R – Desde a sinopse, estava claro que a novela era uma grande brincadeira. Em todos os personagens, por piores que sejam, há sempre um traço marcante de humor. E a comicidade sempre ameniza um pouco o tom da pessoa ruim. Eu, particularmente, gosto muito de caminhar entre as duas coisas. É um exercício ótimo, porque é necessário lidar com a verdade absoluta para dominar os momentos em que se é engraçado, rude, severo, mau ou triste. Isso humaniza muito os personagens. Além disso, as pessoas se divertem. E eu acho que, principalmente num horário das seis, se não houver esta preocupação com o entretenimento, perde-se o sentido. Outra coisa que gosto muito é saber que estou no limite. Se for acima, estou exagerando. Se for abaixo, perco o tom. E esta personagem me permite exercitar tudo isso de uma forma fantástica.

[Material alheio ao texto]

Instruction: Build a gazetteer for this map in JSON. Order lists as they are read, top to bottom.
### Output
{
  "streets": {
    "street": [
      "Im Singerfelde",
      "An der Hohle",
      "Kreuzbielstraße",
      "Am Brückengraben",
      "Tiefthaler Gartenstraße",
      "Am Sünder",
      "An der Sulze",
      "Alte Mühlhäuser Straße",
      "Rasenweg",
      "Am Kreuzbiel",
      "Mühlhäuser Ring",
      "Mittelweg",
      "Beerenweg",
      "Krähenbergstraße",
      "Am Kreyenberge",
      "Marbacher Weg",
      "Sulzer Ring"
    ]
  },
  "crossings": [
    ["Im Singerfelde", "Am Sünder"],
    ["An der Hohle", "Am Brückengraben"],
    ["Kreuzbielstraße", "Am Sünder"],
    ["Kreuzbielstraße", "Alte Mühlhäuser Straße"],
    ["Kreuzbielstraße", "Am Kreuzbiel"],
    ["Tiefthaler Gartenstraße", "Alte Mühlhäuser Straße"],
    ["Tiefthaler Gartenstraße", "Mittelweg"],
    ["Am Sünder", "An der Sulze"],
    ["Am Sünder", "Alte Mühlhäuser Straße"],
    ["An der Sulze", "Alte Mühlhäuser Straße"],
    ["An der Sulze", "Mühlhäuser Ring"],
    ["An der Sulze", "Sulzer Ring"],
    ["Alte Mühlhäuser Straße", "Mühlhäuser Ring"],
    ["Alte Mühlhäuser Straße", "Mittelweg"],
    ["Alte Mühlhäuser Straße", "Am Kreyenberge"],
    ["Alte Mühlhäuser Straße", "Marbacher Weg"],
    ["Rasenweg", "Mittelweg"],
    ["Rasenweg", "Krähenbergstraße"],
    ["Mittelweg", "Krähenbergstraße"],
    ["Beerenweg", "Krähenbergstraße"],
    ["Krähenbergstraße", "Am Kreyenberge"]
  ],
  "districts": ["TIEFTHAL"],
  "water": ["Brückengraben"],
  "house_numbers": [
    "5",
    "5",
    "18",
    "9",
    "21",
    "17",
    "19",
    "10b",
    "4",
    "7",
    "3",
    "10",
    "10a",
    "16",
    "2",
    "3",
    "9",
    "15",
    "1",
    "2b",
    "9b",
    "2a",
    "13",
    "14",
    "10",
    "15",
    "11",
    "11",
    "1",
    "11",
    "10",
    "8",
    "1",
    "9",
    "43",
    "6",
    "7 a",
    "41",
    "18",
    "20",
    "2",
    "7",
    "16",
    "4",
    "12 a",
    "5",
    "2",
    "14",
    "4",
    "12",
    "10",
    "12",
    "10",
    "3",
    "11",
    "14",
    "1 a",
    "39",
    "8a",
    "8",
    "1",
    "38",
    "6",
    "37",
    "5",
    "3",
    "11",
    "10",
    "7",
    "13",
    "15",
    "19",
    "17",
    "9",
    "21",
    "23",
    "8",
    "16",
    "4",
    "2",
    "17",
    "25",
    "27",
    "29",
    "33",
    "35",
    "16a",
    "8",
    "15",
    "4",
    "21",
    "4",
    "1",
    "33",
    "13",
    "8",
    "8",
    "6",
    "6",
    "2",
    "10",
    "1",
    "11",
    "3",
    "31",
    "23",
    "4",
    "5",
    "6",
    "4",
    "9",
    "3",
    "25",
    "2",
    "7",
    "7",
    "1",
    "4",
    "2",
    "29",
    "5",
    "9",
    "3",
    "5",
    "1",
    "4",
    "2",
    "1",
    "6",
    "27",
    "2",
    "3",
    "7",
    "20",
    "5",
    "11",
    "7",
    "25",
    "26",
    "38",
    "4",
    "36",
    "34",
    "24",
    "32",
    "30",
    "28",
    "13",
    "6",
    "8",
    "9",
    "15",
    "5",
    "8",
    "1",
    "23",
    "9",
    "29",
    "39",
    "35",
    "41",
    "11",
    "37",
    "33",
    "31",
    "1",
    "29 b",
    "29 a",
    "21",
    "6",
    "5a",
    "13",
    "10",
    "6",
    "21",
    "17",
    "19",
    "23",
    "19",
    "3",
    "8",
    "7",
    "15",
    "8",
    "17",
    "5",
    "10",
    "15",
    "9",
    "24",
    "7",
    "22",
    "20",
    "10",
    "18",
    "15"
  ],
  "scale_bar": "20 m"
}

P – Foi difícil encontrar este “tom”?

R – Cada um tem um jeito de estudar um personagem. Acho que nada é fácil de ser achado ou conquistado, mas costumo gostar mais das dificuldades que das facilidades. Há coisas que a gente pode ir construindo antes. Tenho de pensar, por exemplo, que é uma novela de época, que a postura é diferente, assim como o jeito, o comportamento, o pensamento, a forma de falar. Isso é uma preocupação, um trabalho que requer tempo. Não encontrei tudo isso de um dia para o outro. E há outras coisas que a gente só encontra mesmo quando vai gravar.

P – Você costuma justificar o comportamento de suas vilãs?

R – Tenho a necessidade de mostrar o que elas são. Se estão fazendo uma maldade curta e grossa, quero mostrar isso. Acho que não pode haver a justificativa, a defesa, porque assim os personagens não movimentam as histórias, fica tudo muito morno. Então, o que é para fazer, eu faço. Mas não preciso ficar todas as cenas sublinhando que ela é uma vilã. É justamente aí que reside a possibilidade de surpreender com as personagens. Logo no início da novela, houve uma cena em que a Bárbara oferecia dinheiro a Ana Francisca para que ela esquecesse o Danilo. Eu optei por fazer uma cara muito suave, porque achei que quanto mais suave ela fosse, mais má pareceria. Minha intenção era que as pessoas se perguntassem: “Como é que pode? Que mulher é esta, que não tem escrúpulos? Que cara-de-pau!”. Se eu chegasse lá com cara de vilã, horrorosa, não provocaria nenhum comentário. Seria só: “Ela é uma vilã”. E ponto.